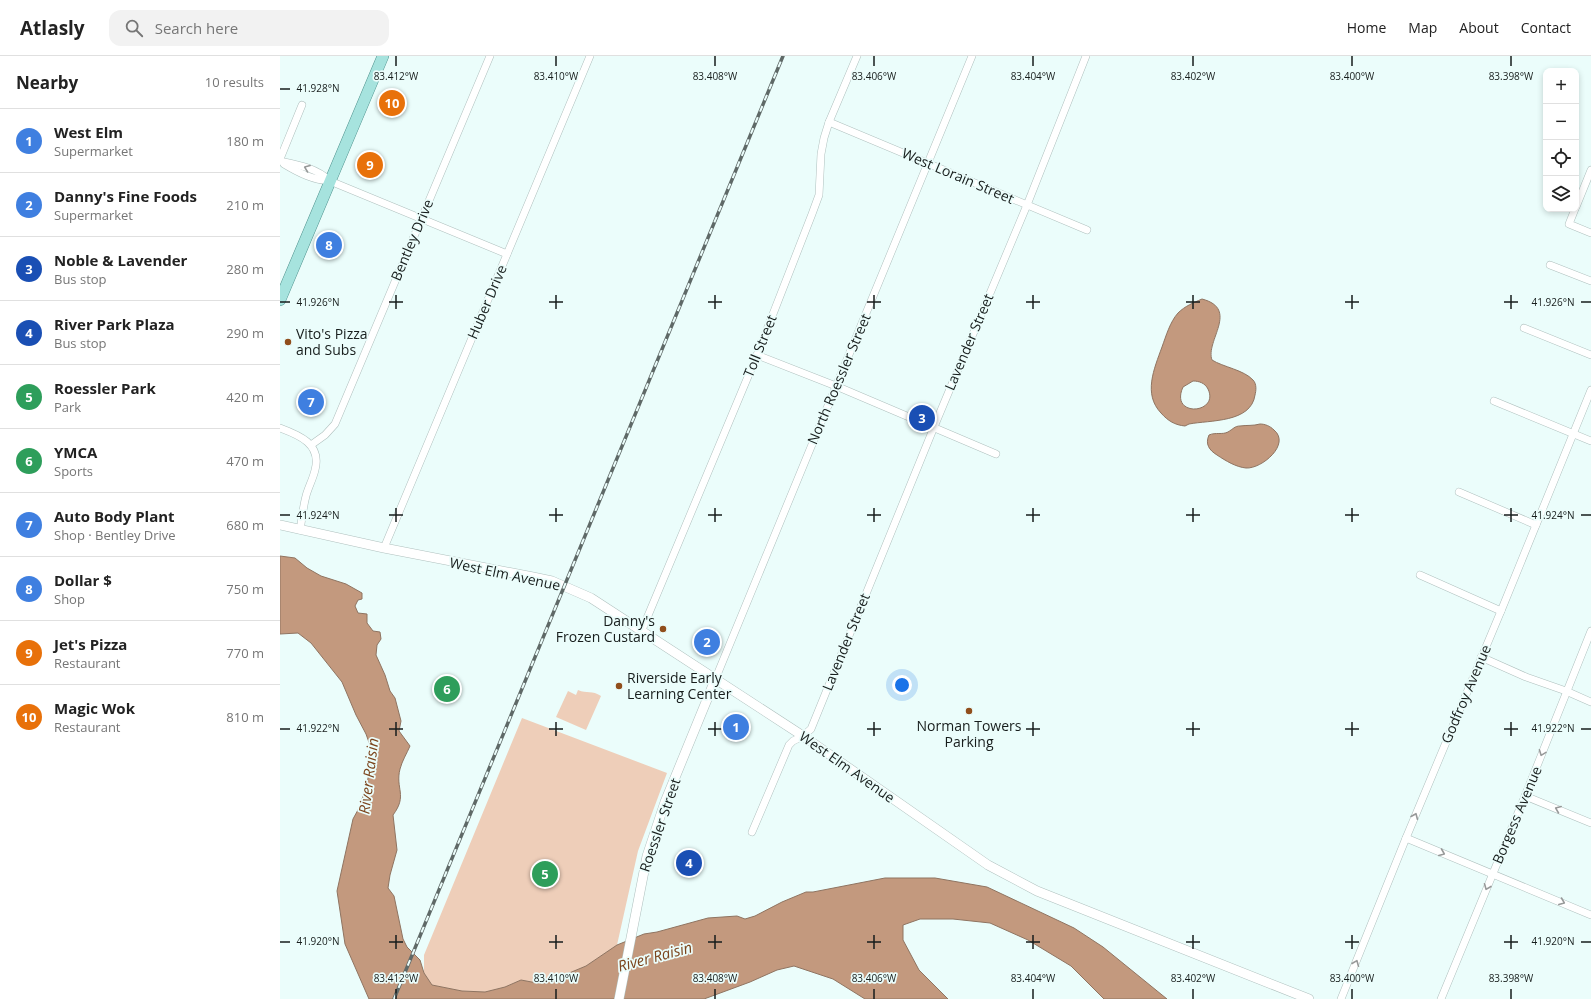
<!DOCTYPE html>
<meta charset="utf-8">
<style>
body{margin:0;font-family:"Open Sans",sans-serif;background:#f2f2f2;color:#222}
.controls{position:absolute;right:12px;top:12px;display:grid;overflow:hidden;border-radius:8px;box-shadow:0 2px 6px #0003}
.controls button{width:36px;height:36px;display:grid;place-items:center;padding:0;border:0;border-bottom:1px solid #e0e0e0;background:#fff;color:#222;font:20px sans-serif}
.you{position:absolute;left:622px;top:629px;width:14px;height:14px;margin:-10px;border:3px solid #fff;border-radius:50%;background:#1a73e8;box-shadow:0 0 0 6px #1a73e833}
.badge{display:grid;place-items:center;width:26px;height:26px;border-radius:50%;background:#904e1c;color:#fff;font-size:13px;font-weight:700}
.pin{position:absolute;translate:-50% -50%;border:2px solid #fff;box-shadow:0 1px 4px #0006}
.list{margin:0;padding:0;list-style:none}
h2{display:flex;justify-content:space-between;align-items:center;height:52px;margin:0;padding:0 16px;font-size:17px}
h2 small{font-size:13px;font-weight:400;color:#767676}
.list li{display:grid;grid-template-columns:26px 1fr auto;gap:12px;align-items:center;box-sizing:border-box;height:64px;padding:0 16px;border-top:1px solid #e0e0e0}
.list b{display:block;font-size:15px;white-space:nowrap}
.list p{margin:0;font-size:13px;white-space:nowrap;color:#767676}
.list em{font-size:13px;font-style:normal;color:#767676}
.icon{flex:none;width:22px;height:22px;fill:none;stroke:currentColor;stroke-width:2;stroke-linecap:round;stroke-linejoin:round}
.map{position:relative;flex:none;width:1311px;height:943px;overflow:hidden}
header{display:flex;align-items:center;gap:24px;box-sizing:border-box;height:56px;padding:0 20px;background:#fff;border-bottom:1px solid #e0e0e0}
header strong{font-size:19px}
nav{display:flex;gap:22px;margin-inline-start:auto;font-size:14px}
.search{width:280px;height:36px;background:#f2f2f2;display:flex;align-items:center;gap:10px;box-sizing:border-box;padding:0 14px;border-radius:12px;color:#767676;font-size:15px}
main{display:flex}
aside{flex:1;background:#fff}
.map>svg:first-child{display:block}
</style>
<header>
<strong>Atlasly</strong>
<div class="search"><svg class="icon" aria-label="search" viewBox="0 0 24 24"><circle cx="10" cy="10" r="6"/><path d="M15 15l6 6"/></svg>Search here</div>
<nav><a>Home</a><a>Map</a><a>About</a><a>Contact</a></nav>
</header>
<main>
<aside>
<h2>Nearby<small>10 results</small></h2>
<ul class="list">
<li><span class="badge" style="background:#3f7fe0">1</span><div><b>West Elm</b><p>Supermarket</p></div><em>180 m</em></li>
<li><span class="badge" style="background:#3f7fe0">2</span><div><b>Danny's Fine Foods</b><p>Supermarket</p></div><em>210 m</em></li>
<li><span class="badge" style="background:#1a4fb4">3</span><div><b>Noble &amp; Lavender</b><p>Bus stop</p></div><em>280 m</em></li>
<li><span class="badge" style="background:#1a4fb4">4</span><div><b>River Park Plaza</b><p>Bus stop</p></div><em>290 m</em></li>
<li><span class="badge" style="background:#2e9e5b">5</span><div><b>Roessler Park</b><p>Park</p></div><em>420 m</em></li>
<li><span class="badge" style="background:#2e9e5b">6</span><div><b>YMCA</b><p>Sports</p></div><em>470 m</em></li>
<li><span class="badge" style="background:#3f7fe0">7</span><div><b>Auto Body Plant</b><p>Shop · Bentley Drive</p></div><em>680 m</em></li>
<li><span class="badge" style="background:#3f7fe0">8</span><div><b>Dollar $</b><p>Shop</p></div><em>750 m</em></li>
<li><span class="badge" style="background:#e8710a">9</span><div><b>Jet's Pizza</b><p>Restaurant</p></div><em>770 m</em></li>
<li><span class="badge" style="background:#e8710a">10</span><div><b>Magic Wok</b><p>Restaurant</p></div><em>810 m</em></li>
</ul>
</aside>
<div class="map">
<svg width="1311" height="943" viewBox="0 0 1311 943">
<rect width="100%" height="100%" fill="#ebfdfb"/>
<g fill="#eeceb9">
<path d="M298 634C307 638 312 634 321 640L306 674 276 661 288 635 296 639Z"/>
<path d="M242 662 387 717 358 795 337 889 306 910 282 920 257 927 241 924 225 931 205 936 182 935 152 929 144 917V899Z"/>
</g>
<g fill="#c3997e" stroke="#8f7461" fill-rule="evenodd">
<path d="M922 243C960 253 925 285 932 304 943 311 964 314 973 324 977 328 976 335 975 339 971 367 930 364 909 368L905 370C895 369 888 365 881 357 863 338 874 313 882 291 886 280 890 266 898 257 905 250 913 247 922 243ZM913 325C919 325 925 327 928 333 940 358 889 362 903 331Z"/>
<path d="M980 368C985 368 990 370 994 374 1011 388 982 413 966 412 956 411 946 405 937 399 929 394 925 388 929 379 936 376 942 379 948 376 953 373 955 370 960 370 967 369 973 370 980 368Z"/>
<path d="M0 500 15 502 27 512 41 520 66 528 82 537V543L78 544 75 550 78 557 87 558V567L93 575 100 576 101 583 97 589 96 599 105 619 110 635 115 642 121 665 119 675 130 690C127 697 122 705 120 713 115 733 128 739 113 759L117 794 110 819 108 832 114 840 123 883 127 891 140 904 144 917 152 929 182 935 205 936 225 931 241 924 257 927 282 920 306 910 337 889 364 878 377 876 428 862 457 860 465 863 475 860 502 846 526 836H533L605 822H655L707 831 794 872 823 891 887 943H824L791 910 748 884 710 867 673 863H640L623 869V884L639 914 668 943H585L553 923 514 910 497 914 470 926 424 943H89L65 888 57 835 73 763 79 752 86 731 91 709V692L86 678 76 659 62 626 31 587 18 577 0 578Z"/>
</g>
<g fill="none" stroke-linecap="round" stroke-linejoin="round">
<g stroke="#afc0be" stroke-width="8">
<g id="minor">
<path d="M549 66 807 174"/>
<path d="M0 103 22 49"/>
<path d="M0 105C19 109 36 112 50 125L227 198"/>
<path d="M4 108C19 117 33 124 50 125"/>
<path d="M1296 151 1311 114"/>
<path d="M1295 153 1289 168 1311 177"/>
<path d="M1270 209 1311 225"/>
<path d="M1244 272 1311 299"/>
<path d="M477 299 556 330 716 398"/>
<path d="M1214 345 1311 385"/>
<path d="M0 372C19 379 42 388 35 414 33 423 28 432 26 440 23 451 22 463 20 474"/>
<path d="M31 389 45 379 55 368 210 0"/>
<path d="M1179 436 1256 469"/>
<path d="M104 492 310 0"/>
<path d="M1140 519 1221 555"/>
<path d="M362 574 477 299 532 158 539 139 541 98 544 82 549 66 577 0"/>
<path d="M1201 601 1246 621 1286 635 1311 646"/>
<path d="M435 624 692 0"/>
<path d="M1245 740 1311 767"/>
<path d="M472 776 509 689 513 685 523 680 531 673 654 371 747 149 806 0"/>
<path d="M1126 782 1311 859"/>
<path d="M1061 943 1126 782 1221 555 1311 334"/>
<path d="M1161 943 1245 740 1311 575"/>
</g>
</g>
<g stroke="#afc0be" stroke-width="10">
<g id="tertiary">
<path d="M0 469 104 492 253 521 272 525 311 542 523 680 708 809 757 835 1029 943"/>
<path d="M339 943 367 800 385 746 435 624"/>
</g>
</g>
<g stroke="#4e918c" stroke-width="12">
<path id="primary" d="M0 244 103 0"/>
</g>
<use href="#minor" stroke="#fff" stroke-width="7"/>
<use href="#tertiary" stroke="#fff" stroke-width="9"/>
<use href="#primary" stroke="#a6e3de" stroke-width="11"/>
<g stroke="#5f6967" stroke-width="3.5">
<path id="rail" d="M114 943 503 0"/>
</g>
<use href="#rail" stroke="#ebfdfb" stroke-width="2" stroke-dasharray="6" stroke-linecap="butt"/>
</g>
<defs><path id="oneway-chevron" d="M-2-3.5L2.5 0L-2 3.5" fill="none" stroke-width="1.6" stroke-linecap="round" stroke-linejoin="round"/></defs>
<g stroke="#979999">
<use href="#oneway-chevron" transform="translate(27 112) rotate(-159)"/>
<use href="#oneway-chevron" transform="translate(1262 697) rotate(111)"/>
<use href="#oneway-chevron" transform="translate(1278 753) rotate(-158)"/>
<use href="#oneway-chevron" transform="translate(1135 760) rotate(-67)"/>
<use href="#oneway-chevron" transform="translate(1162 797) rotate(23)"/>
<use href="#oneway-chevron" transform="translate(1207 831) rotate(112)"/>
<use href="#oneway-chevron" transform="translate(1282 846) rotate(22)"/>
<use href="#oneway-chevron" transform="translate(1076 907) rotate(-68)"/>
</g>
<path fill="none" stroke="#171d1c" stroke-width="1.5" d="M116 0V10M276 0V10M435 0V10M594 0V10M753 0V10M913 0V10M1072 0V10M1231 0V10M0 33H10M116 239V253M276 239V253M435 239V253M594 239V253M753 239V253M913 239V253M1072 239V253M1231 239V253M0 246H10M109 246H123M269 246H283M428 246H442M587 246H601M746 246H760M906 246H920M1065 246H1079M1224 246H1238M1301 246H1311M116 452V466M276 452V466M435 452V466M594 452V466M753 452V466M913 452V466M1072 452V466M1231 452V466M0 459H10M109 459H123M269 459H283M428 459H442M587 459H601M746 459H760M906 459H920M1065 459H1079M1224 459H1238M1301 459H1311M116 666V680M276 666V680M435 666V680M594 666V680M753 666V680M913 666V680M1072 666V680M1231 666V680M0 673H10M109 673H123M269 673H283M428 673H442M587 673H601M746 673H760M906 673H920M1065 673H1079M1224 673H1238M1301 673H1311M116 879V893M276 879V893M435 879V893M594 879V893M753 879V893M913 879V893M1072 879V893M1231 879V893M0 886H10M109 886H123M269 886H283M428 886H442M587 886H601M746 886H760M906 886H920M1065 886H1079M1224 886H1238M1301 886H1311M116 933V943M276 933V943M435 933V943M594 933V943M753 933V943M913 933V943M1072 933V943M1231 933V943"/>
<g fill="#904e1c" stroke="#ebfdfb" stroke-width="1.5">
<circle cx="8" cy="286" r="4"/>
<circle cx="383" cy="573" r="4"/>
<circle cx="339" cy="630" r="4"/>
<circle cx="689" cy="655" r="4"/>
</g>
<g text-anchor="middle" stroke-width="3.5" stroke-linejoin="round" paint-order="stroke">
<g font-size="14" fill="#171d1c" stroke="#ebfdfb">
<text transform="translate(678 120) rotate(23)" y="5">West Lorain Street</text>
<text transform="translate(132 184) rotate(-67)" y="5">Bentley Drive</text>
<text transform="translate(207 246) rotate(-67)" y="5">Huber Drive</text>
<text transform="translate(689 286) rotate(-67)" y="5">Lavender Street</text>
<text transform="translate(480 290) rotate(-68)" y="5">Toll Street</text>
<text transform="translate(559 323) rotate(-67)" y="5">North Roessler Street</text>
<text transform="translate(225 518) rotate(12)" y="5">West Elm Avenue</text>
<text transform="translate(566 586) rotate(-68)" y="5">Lavender Street</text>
<text transform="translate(1186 638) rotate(-67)" y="5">Godfroy Avenue</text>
<text transform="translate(567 711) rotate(35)" y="5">West Elm Avenue</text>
<text transform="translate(1237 759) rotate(-67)" y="5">Borgess Avenue</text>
<text transform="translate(380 769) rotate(-71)" y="5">Roessler Street</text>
</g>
<g font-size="14" fill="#171d1c" stroke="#ebfdfb" text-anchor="start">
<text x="16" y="283">Vito's Pizza<tspan x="16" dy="16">and Subs</tspan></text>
<text x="375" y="570" text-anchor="end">Danny's<tspan x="375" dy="16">Frozen Custard</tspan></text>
<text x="347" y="627">Riverside Early<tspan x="347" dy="16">Learning Center</tspan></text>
<text x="689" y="675" text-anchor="middle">Norman Towers<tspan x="689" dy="16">Parking</tspan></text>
</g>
<g font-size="15" font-style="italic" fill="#7b441c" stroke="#ebfdfb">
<text transform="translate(89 720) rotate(-83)" y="5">River Raisin</text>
<text transform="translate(375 901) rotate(-15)" y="5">River Raisin</text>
</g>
</g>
<g font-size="10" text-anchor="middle" fill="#171d1c" stroke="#ebfdfb" stroke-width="3.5" stroke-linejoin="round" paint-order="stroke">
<text x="116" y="24">83.412°W</text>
<text x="276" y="24">83.410°W</text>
<text x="435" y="24">83.408°W</text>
<text x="594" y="24">83.406°W</text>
<text x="753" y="24">83.404°W</text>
<text x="913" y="24">83.402°W</text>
<text x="1072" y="24">83.400°W</text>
<text x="1231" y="24">83.398°W</text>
<text x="38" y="36">41.928°N</text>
<text x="38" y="250">41.926°N</text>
<text x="1273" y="250">41.926°N</text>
<text x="38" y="463">41.924°N</text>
<text x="1273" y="463">41.924°N</text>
<text x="38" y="676">41.922°N</text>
<text x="1273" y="676">41.922°N</text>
<text x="38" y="889">41.920°N</text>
<text x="1273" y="889">41.920°N</text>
<text x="116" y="926">83.412°W</text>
<text x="276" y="926">83.410°W</text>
<text x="435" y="926">83.408°W</text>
<text x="594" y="926">83.406°W</text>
<text x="753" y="926">83.404°W</text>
<text x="913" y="926">83.402°W</text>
<text x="1072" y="926">83.400°W</text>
<text x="1231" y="926">83.398°W</text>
</g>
</svg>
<div class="controls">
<button>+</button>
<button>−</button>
<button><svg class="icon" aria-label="locate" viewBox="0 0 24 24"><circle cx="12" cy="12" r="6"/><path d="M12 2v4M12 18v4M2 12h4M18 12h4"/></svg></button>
<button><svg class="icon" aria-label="layers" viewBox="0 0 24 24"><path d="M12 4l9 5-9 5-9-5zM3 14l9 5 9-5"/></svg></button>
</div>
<div class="you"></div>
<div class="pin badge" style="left:456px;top:671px;background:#3f7fe0">1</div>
<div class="pin badge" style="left:427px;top:586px;background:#3f7fe0">2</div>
<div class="pin badge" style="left:642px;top:362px;background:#1a4fb4">3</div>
<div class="pin badge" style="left:409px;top:807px;background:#1a4fb4">4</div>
<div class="pin badge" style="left:265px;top:818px;background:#2e9e5b">5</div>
<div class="pin badge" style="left:167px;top:633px;background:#2e9e5b">6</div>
<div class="pin badge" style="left:31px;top:346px;background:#3f7fe0">7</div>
<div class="pin badge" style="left:49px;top:189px;background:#3f7fe0">8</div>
<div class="pin badge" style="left:90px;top:109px;background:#e8710a">9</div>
<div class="pin badge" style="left:112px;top:47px;background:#e8710a">10</div>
</div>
</main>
# # # #
WHAT IS NEEDED:
Among the records, count every line where "nowrap" appears. Reply with the total alone.

RESULT:
2